The end goal of Baitblock is to block all possible distractions in a webpage and save everyone's time.

The latest version of Baitblock 0.1.0 is awaiting approval with many fixes and new features.


I'm working on a browser extension called Baitblock: https://baitblock.app/

It also deals with 1st party cookie tracking. It clears cookie/storage on every page load as long as it detects that you're not logged in to the website (still buggy) using machine learning (NLP).

The next minor version (under development) will also allow you to block websites/domains from appearing from google search results, facebook feed, twitter feed and basically the entire internet.

It also blocks cookie/gdpr banners on websites.

(Signup on mobile does not work for now)

You can also add summaries/TL;DR for any link on the internet (right click) so others dont have to click.


For people that are fine with a manual whitelist there's also Cookie Autodelete: https://github.com/Cookie-AutoDelete/Cookie-AutoDelete. It removes all cookies when you navigate away from a website after a (customizeable) grace period. Usually this works fine, you just need to be careful when you tell it to erase cookies when the domain changes (rather than when the tab closes), some 2-step sign in procedures need the cookies from the original webpage to work.

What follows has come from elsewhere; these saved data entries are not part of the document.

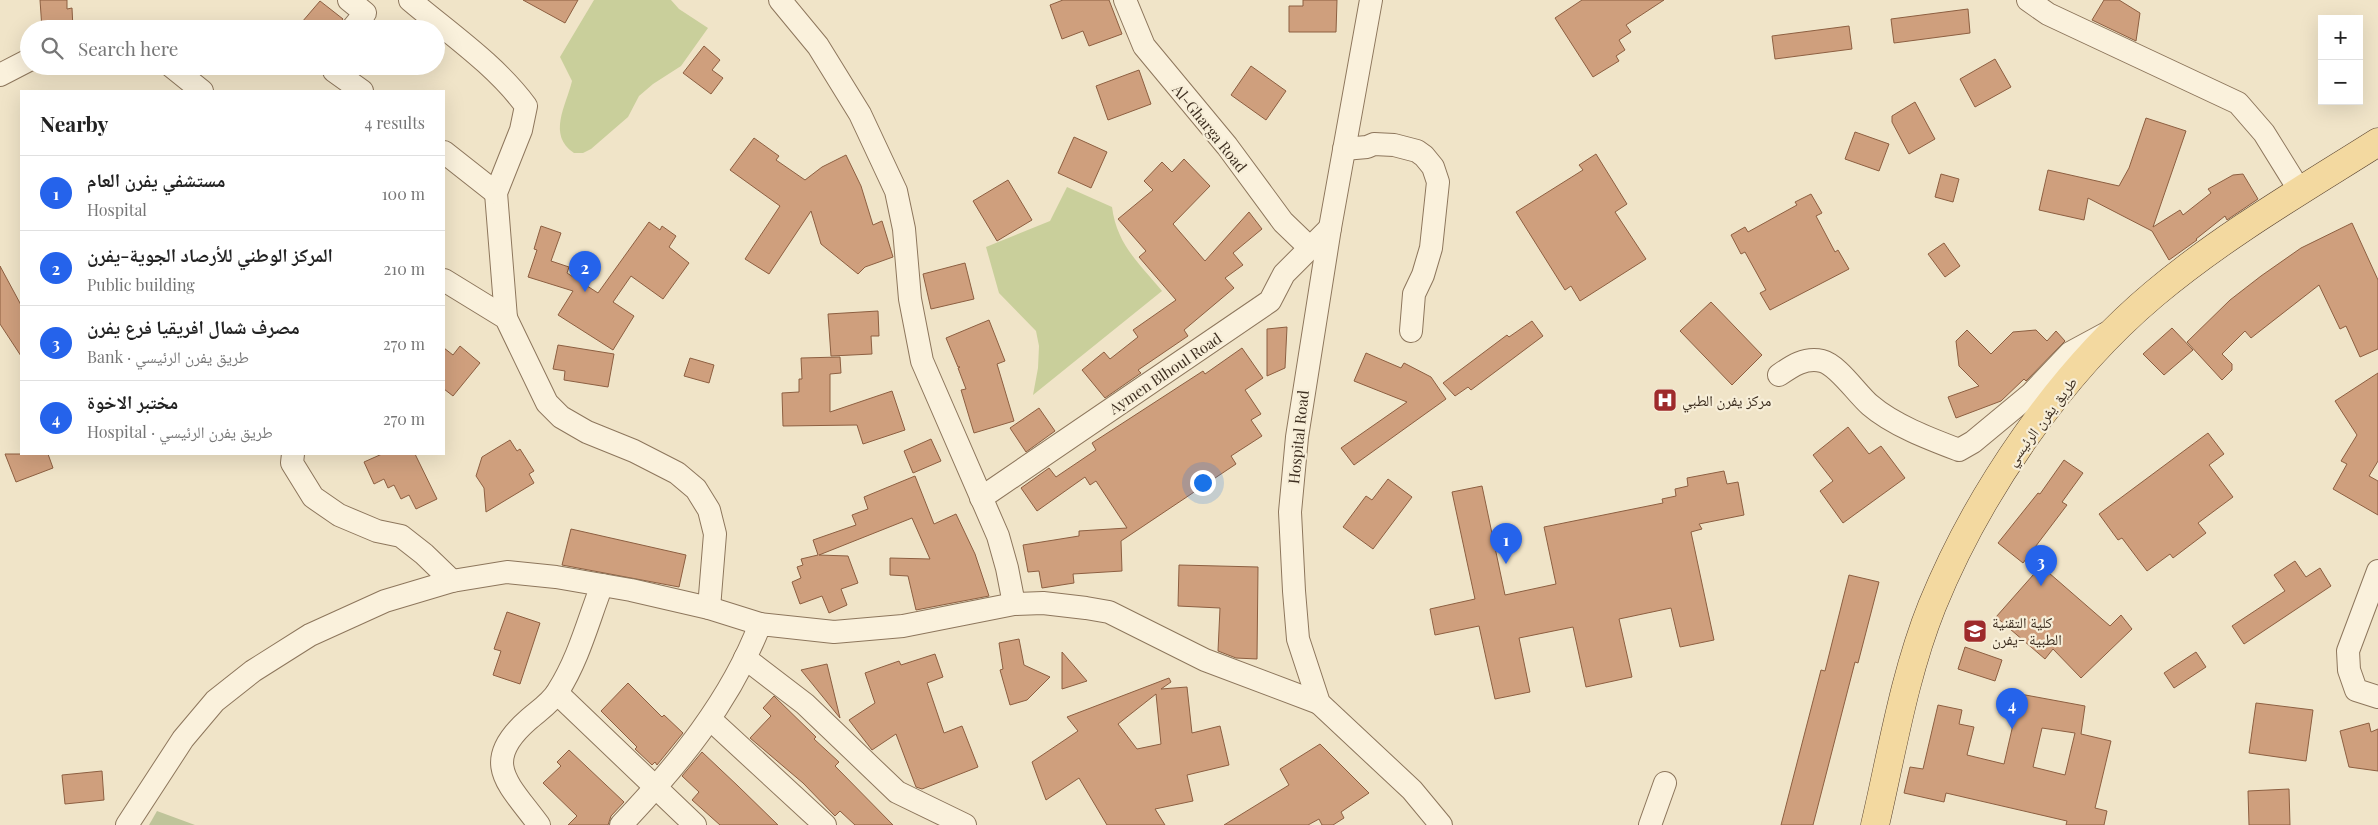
<!DOCTYPE html>
<meta charset="utf-8">
<style>
body{margin:0;font-family:"Playfair Display","Noto Naskh Arabic",serif;background:#f6f6f6;color:#222}
.controls{position:absolute;right:15px;top:15px;display:grid;overflow:hidden;border-radius:0px;box-shadow:0 5px 20px #0002}
.controls button{width:45px;height:45px;display:grid;place-items:center;padding:0;border:0;border-bottom:1px solid #e0e0e0;background:#fff;color:#222;font:25px sans-serif}
.you{position:absolute;left:1202px;top:482px;width:18px;height:18px;margin:-12px;border:4px solid #fff;border-radius:50%;background:#1a73e8;box-shadow:0 0 0 8px #1a73e833}
.badge{display:grid;place-items:center;width:32px;height:32px;border-radius:50%;background:#2563eb;color:#fff;font-size:16px;font-weight:700}
.pin{position:absolute;translate:-50% -41px;filter:drop-shadow(0 1px 2px #0008)}
.pin::after{content:'';position:absolute;top:26px;width:18px;height:15px;background:inherit;clip-path:polygon(0 0,100% 0,50% 100%)}
.list{margin:0;padding:0;list-style:none}
h2{display:flex;justify-content:space-between;align-items:center;height:65px;margin:0;padding:0 20px;font-size:21px}
h2 small{font-size:16px;font-weight:400;color:#767676}
.list li{display:grid;grid-template-columns:32px 1fr auto;gap:15px;align-items:center;box-sizing:border-box;height:75px;padding:0 20px;border-top:1px solid #e0e0e0}
.list b{display:block;font-size:19px;white-space:nowrap}
.list p{margin:0;font-size:16px;white-space:nowrap;color:#767676}
.list em{font-size:16px;font-style:normal;color:#767676}
.icon{flex:none;width:28px;height:28px;fill:none;stroke:currentColor;stroke-width:2;stroke-linecap:round;stroke-linejoin:round}
.map{position:relative;flex:none;width:2378px;height:825px;overflow:hidden}
.search{position:absolute;background:#fff;box-shadow:0 5px 20px #0002;left:20px;top:20px;width:425px;height:55px;display:flex;align-items:center;gap:12px;box-sizing:border-box;padding:0 18px;border-radius:28px;color:#767676;font-size:19px}
.panel{position:absolute;background:#fff;box-shadow:0 5px 20px #0002;left:20px;top:90px;width:425px;height:365px;border-radius:0px}
.map>svg:first-child{display:block}
</style>
<div class="map">
<svg width="2378" height="825" viewBox="0 0 2378 825">
<rect width="100%" height="100%" fill="#f0e4c8"/>
<!-- green -->
<g fill="#c9cf9b">
<path d="M594,0H671L679,9L708,28L681,66L653,84L639,96L628,117L591,149L583,153H574C547,135 566,106 572,81L560,57Z"/>
<path d="M1067,187L1112,207C1117,245 1139,263 1162,291L1033,395L1038,368L1039,346L1036,331L999,293L986,247L1050,221Z"/>
</g>
<!-- cemetery -->
<path fill="#bfc49a" d="M157,811L195,825H149Z"/>
<!-- building -->
<g fill="#cf9f7d" stroke="#8d5f41" fill-rule="evenodd">
<path d="M40,0H67V9L72,8L73,29H42Z"/>
<path d="M523,0H578L565,23Z"/>
<path d="M1063,0H1109L1122,34L1089,46L1083,31L1062,39L1050,5Z"/>
<path d="M1303,0H1337L1336,32H1289V6H1303Z"/>
<path d="M1582,0H1664L1626,25L1631,32L1619,40L1625,50L1616,56L1619,61L1593,77L1555,18Z"/>
<path d="M2104,0H2119L2140,13L2136,41L2092,20Z"/>
<path d="M320,1L343,19L336,29H296Z"/>
<path d="M1968,9L1970,33L1894,43L1891,19Z"/>
<path d="M1849,26L1852,49L1775,59L1772,36Z"/>
<path d="M704,46L720,60L712,70L723,78L711,94L683,73Z"/>
<path d="M1995,59L2011,87L1975,107L1960,79Z"/>
<path d="M1251,66L1286,91L1266,120L1231,95Z"/>
<path d="M1139,70L1151,104L1108,120L1096,86Z"/>
<path d="M1915,102L1935,139L1909,154L1892,122V116Z"/>
<path d="M2146,118L2186,131L2153,227L2180,210L2183,215L2211,193L2208,189L2233,175L2243,174L2258,199L2227,220L2225,216L2196,239L2197,240L2169,260L2152,231L2088,198L2084,220L2039,210L2048,170L2119,186L2129,168Z"/>
<path d="M1855,132L1889,144L1879,171L1845,159Z"/>
<path d="M1074,137L1107,152L1091,188L1058,173Z"/>
<path d="M754,138L779,156L776,160L805,180L822,167L846,155L861,186L873,225L882,221L893,257L865,267L858,274L821,244L811,211L769,274L745,259L780,206L730,170Z"/>
<path d="M1596,154L1627,204L1615,212L1646,259L1580,301L1571,286L1565,290L1516,212L1583,170L1579,165Z"/>
<path d="M1184,159L1210,186L1173,224L1205,261L1249,212L1262,229L1233,253L1243,265L1225,278L1234,288L1184,330L1188,336L1138,370L1141,373L1105,398L1082,370L1104,352L1110,359L1138,337L1133,330L1176,300L1139,257L1146,251L1118,219L1153,190L1144,181L1162,162L1172,172Z"/>
<path d="M1941,174L1959,179L1953,202L1935,197Z"/>
<path d="M1008,180L1032,220L997,241L973,201Z"/>
<path d="M1811,194L1822,213L1816,216L1835,252L1838,250L1849,269L1770,310L1760,293L1766,290L1745,252L1741,254L1731,235L1745,227L1748,232L1797,205L1795,202Z"/>
<path d="M649,222L660,230L662,226L676,236L669,247L689,263L663,299L631,276L613,302L634,316L613,350L558,315L573,291L528,277L537,250L534,249L541,226L561,233L551,261L569,267L567,273L598,293Z"/>
<path d="M2352,223L2378,280V349L2360,357L2346,326L2340,329L2319,285L2251,338L2245,331L2222,354L2232,364V370L2222,380L2187,342L2230,300L2261,276L2301,248Z"/>
<path d="M1944,243L1960,266L1945,277L1928,254Z"/>
<path d="M965,263L974,299L931,309L923,274Z"/>
<path d="M0,266L21,305V356L0,324Z"/>
<path d="M1711,302L1762,355L1732,385L1680,331Z"/>
<path d="M878,311L879,336H871L872,354L831,356L828,314Z"/>
<path d="M989,320L1005,361L997,364L1014,421L974,433L961,390L966,389L958,368L960,367H958L946,338Z"/>
<path d="M1532,321L1543,336L1471,390L1468,387L1455,396L1443,383L1507,335L1509,337Z"/>
<path d="M1287,327L1285,368L1267,376V329Z"/>
<path d="M2172,328L2193,350L2164,375L2143,354Z"/>
<path d="M1967,330L1991,354L2013,332L2036,330L2047,341L2056,331L2065,341L2026,381L2024,379L2001,401L1956,418L1948,397L1979,386L1959,366L1956,341Z"/>
<path d="M558,345L614,354L608,387L564,380L565,371L553,369Z"/>
<path d="M460,346L480,363L453,396L444,389V348L453,355Z"/>
<path d="M1242,348L1263,378L1245,390L1261,414L1251,420L1262,436L1231,456L1236,464L1121,541L1122,571L1073,574L1074,583L1042,588L1039,571L1028,572L1023,545L1079,536V531L1127,528L1096,481L1090,485L1085,477L1037,511L1021,488L1049,468L1056,477L1096,450L1092,443L1203,371L1205,374Z"/>
<path d="M1366,353L1401,368L1404,363L1431,377L1446,399L1354,465L1341,448L1407,402L1354,381Z"/>
<path d="M840,357L841,373L830,374V412L892,391L905,430L863,444L857,425L783,426L782,393L799,392V379H802L801,358Z"/>
<path d="M690,358L714,365L709,383L684,376Z"/>
<path d="M2378,373V461L2369,476L2378,481V515L2333,489L2347,464L2341,461L2357,435L2335,401Z"/>
<path d="M1039,408L1055,431L1026,452L1010,428Z"/>
<path d="M1848,427L1869,454L1881,446L1905,478L1843,523L1820,491L1833,481L1813,455Z"/>
<path d="M2208,433L2224,454L2209,465L2233,497L2198,523L2206,533L2173,558L2170,554L2147,571L2122,538L2118,540L2099,514Z"/>
<path d="M931,439L941,461L913,473L904,451Z"/>
<path d="M510,440L517,451L520,449L534,471L529,474L534,483L486,512L484,488L476,476L482,457Z"/>
<path d="M5,454H48L53,468L16,482Z"/>
<path d="M382,454H415L437,499L416,509L409,495L401,499L394,485L388,488L384,479L374,484L364,462Z"/>
<path d="M2064,460L2083,473L2062,502L2067,505L2023,563L1998,543L2038,493L2040,494Z"/>
<path d="M1724,471L1727,484L1738,482L1744,515L1699,524L1702,529L1691,532L1714,640L1680,647L1671,608L1619,619L1632,677L1586,687L1573,627L1519,638L1530,692L1495,699L1479,626L1435,635L1430,609L1475,599L1452,492L1482,486L1505,595L1556,584L1544,527L1663,503L1662,499L1676,496L1675,489L1688,486L1687,478Z"/>
<path d="M915,476L934,524L956,514L975,554L989,596L916,610L908,576L890,575V558L930,559L912,518L819,555L848,556L858,583L841,589L847,605L829,613L822,596L800,604L792,582L801,578L797,567L803,565L801,559L818,555L813,540L856,525L852,515L868,509L864,497Z"/>
<path d="M1388,479L1412,497L1373,549L1343,527L1366,496L1372,500Z"/>
<path d="M571,529L686,555L679,587L562,565Z"/>
<path d="M2295,561L2306,577L2320,568L2331,586L2244,644L2232,626L2285,591L2274,575Z"/>
<path d="M1179,565L1258,567L1257,659L1236,658L1218,651L1220,608L1178,606Z"/>
<path d="M2041,566L2110,626L2121,615L2132,629L2081,678L2053,649L2045,659L1996,617Z"/>
<path d="M1849,575L1879,582L1858,663L1855,662L1813,825H1781L1821,670L1825,671Z"/>
<path d="M507,612L540,623L520,684L493,675L501,651L494,649Z"/>
<path d="M1019,639L1024,665L1050,677L1027,700L1010,705L1000,670L1003,669L999,643Z"/>
<path d="M1965,647L2002,660L1995,681L1958,669Z"/>
<path d="M1062,652L1087,681L1062,689Z"/>
<path d="M2196,652L2206,667L2174,688L2164,673Z"/>
<path d="M935,654L943,677L927,683L944,733L962,726L978,767L922,789L916,787L896,734L872,750L849,720L875,703L865,673L899,661L901,665Z"/>
<path d="M827,664L840,718L801,670Z"/>
<path d="M1169,678L1171,682L1161,689L1187,687L1192,733L1220,726L1229,765L1187,775L1193,801L1155,809L1165,825H1107L1079,778L1046,800L1032,762L1078,731L1067,717ZM1156,694L1161,744L1137,749L1118,724Z"/>
<path d="M628,683L662,717L664,715L683,733L657,765L655,762L652,765L635,749L637,747L601,711Z"/>
<path d="M2020,694L2085,706L2081,734L2111,741L2095,808L2107,811L2104,825H2066L2067,821L1946,793L1944,802L1904,793L1910,767L1923,769L1938,705L1962,710L1959,724L1974,727L1967,755L2004,764ZM2042,728L2075,733L2065,775L2033,767Z"/>
<path d="M774,696L816,737L814,739L839,762L835,766L893,825H855L840,811L835,816L803,783L750,738L771,716L763,708Z"/>
<path d="M2256,703L2313,710L2306,761L2249,753Z"/>
<path d="M2369,723L2371,732L2378,729V771L2349,767L2340,731Z"/>
<path d="M1320,744L1369,793L1341,812L1344,818L1333,825H1322L1319,819L1308,825H1224L1289,785L1280,769Z"/>
<path d="M569,750L624,802L611,816L608,825H568L577,816L543,783L561,766L557,762Z"/>
<path d="M702,752L738,786L778,825H720L692,800L699,792L682,776Z"/>
<path d="M102,771L104,800L65,804L62,775Z"/>
<path d="M2289,789L2290,825H2249L2248,791Z"/>
</g>
<g fill="none" stroke-linecap="round" stroke-linejoin="round">
<!-- minor casing -->
<g stroke="#8d765c" stroke-width="24">
<g id="minor">
<path d="M349,0L365,13L352,29"/>
<path d="M410,0C449,33 496,65 526,106L521,130L496,193L506,318"/>
<path d="M780,0L818,46L860,114L896,191L904,229L910,299L922,361L998,536L1007,568L1014,604"/>
<path d="M1125,0L1144,46L1227,146L1283,222L1309,247"/>
<path d="M1371,0L1330,228L1297,437L1290,512L1294,591L1298,639L1319,703L1412,790L1441,825"/>
<path d="M2028,0L2048,14L2238,103L2264,133L2300,191"/>
<path d="M171,66L202,91"/>
<path d="M333,66L334,71L362,91"/>
<path d="M0,75L29,60"/>
<path d="M1344,149L1367,147L1374,144L1394,145L1417,151L1424,156L1433,167L1438,182L1431,248L1423,275L1414,294L1411,331"/>
<path d="M444,152L496,193"/>
<path d="M444,280L506,318L547,403L561,417L587,432L634,451L677,473L696,489L709,510L715,534L709,608"/>
<path d="M1779,375C1792,366 1805,357 1822,361C1838,365 1857,394 1870,405C1893,425 1930,439 1959,450L1973,442L2031,394L2070,353L2107,333"/>
<path d="M293,454L292,463L313,497L339,515L377,531L401,536L424,554L452,581"/>
<path d="M981,498L1270,301L1284,274L1330,228"/>
<path d="M2378,571L2348,651L2349,670L2356,690L2378,697"/>
<path d="M745,658L805,704L897,792L965,825"/>
<path d="M557,693L695,825"/>
<path d="M710,719L825,825"/>
<path d="M127,825L183,739L215,701L253,671L310,635L385,601L452,581L507,572L556,577L631,590L709,608L760,624"/>
<path d="M539,825C509,784 479,763 528,720C538,711 551,703 558,691C579,658 588,621 602,585"/>
<path d="M621,825C677,766 731,701 760,624L834,632L903,626L1014,604L1043,603L1086,608L1109,612L1205,660L1319,703"/>
<path d="M1650,825L1665,783"/>
</g>
</g>
<!-- major casing -->
<g stroke="#5b4430" stroke-width="29">
<path id="major" d="M1875,825C1892,752 1904,676 1932,606C1978,493 2060,373 2154,294C2223,236 2302,190 2378,142"/>
</g>
<!-- minor -->
<use href="#minor" stroke="#faf1dc" stroke-width="22"/>
<!-- major -->
<use href="#major" stroke="#f3d9a0" stroke-width="28"/>
</g>
<!-- icons -->
<defs>
<g id="hospital-square" transform="scale(1.25)"><rect x="-9" y="-9" width="18" height="18" rx="4" fill="#9e2a2b" stroke="#f7eed8"/><path d="M-5-5h3v3.5h4V-5h3V5h-3V1.5h-4V5h-3Z" fill="#fff"/></g>
<g id="university-square" transform="scale(1.25)"><rect x="-9" y="-9" width="18" height="18" rx="4" fill="#9e2a2b" stroke="#f7eed8"/><path d="M0-5L7-2L0 1L-7-2ZM-4 1L0 2.5L4 1V4Q0 6-4 4Z" fill="#fff"/></g>
</defs>
<g fill-rule="evenodd">
<use href="#hospital-square" x="1665" y="400"/>
<use href="#university-square" x="1975" y="631"/>
</g>
<g text-anchor="middle" dominant-baseline="central" stroke-width="4.5" stroke-linejoin="round" paint-order="stroke">
<!-- street labels -->
<g font-size="15" fill="#3d2e20" stroke="#f7eed8">
<text transform="translate(1210 128) rotate(51)">Al-Gharga Road</text>
<text transform="translate(1165 373) rotate(-34)">Aymen Blhoul Road</text>
<text transform="translate(2041 421) rotate(-53)">طريق يفرن الرئيسي</text>
<text transform="translate(1298 437) rotate(-84)">Hospital Road</text>
</g>
<!-- poi labels -->
<g font-size="15" fill="#3d2e20" stroke="#f7eed8" text-anchor="start">
<text x="1682" y="400">مركز يفرن الطبي</text>
<text x="1992" y="622">كلية التقنية<tspan x="1992" dy="17">الطبية -يفرن</tspan></text>
</g>
</g>
</svg>
<div class="controls">
<button>+</button>
<button>−</button>
</div>
<div class="you"></div>
<div class="pin badge" style="left:1506px;top:564px">1</div>
<div class="pin badge" style="left:585px;top:292px">2</div>
<div class="pin badge" style="left:2041px;top:586px">3</div>
<div class="pin badge" style="left:2012px;top:729px">4</div>
<div class="search"><svg class="icon" aria-label="search" viewBox="0 0 24 24"><circle cx="10" cy="10" r="6"/><path d="M15 15l6 6"/></svg>Search here</div>
<section class="panel">
<h2>Nearby<small>4 results</small></h2>
<ul class="list">
<li><span class="badge">1</span><div><b>مستشفي يفرن العام</b><p>Hospital</p></div><em>100 m</em></li>
<li><span class="badge">2</span><div><b>المركز الوطني للأرصاد الجوية-يفرن</b><p>Public building</p></div><em>210 m</em></li>
<li><span class="badge">3</span><div><b>مصرف شمال افريقيا فرع يفرن</b><p>Bank · طريق يفرن الرئيسي</p></div><em>270 m</em></li>
<li><span class="badge">4</span><div><b>مختبر الاخوة</b><p>Hospital · طريق يفرن الرئيسي</p></div><em>270 m</em></li>
</ul>
</section>
</div>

Which doesn't save you from banners stretching around 50% of a given site urging you to accept their cookie policy.


I want a browser that allows first-party cookies, but auto-expires them if I don't visit the domain for an hour. It should also only allow one level of requests (i.e. if a site requests a resource, that resource cannot request additional resources from other domains).

The latter part won't prevent bad behavior, but it will force that behavior to be proxied -- which carries technical, financial and legal implications that will cause companies to be more careful about their downstream redirects.


Looks great, will try on Firefox when ready!


I've a side project extension underdevelopment "Baitblock":

https://baitblock.app that helps people deal with this.

We've pretty advanced stuff coming up like in page distraction blocking using machine learning, 1st party tracking protection (deletes cookies on websites that you're not logged in to), TL;DR before clicking the link submitted by other Baitblock members, blocking sites (although it is pretty standard), etc. Keep in mind that the already implemented features have a few bugs (to put it politely), while the others are in development but this is very early preview (latest version is under store review that is shown in demo vid in site) :)

Since I'm from Pakistan, we dont have Stripe and Paypal here, so Baitblock is free for early people.


This looks cool! Thanks for making it available for free. Awaiting Firefox support so that I can give this a try.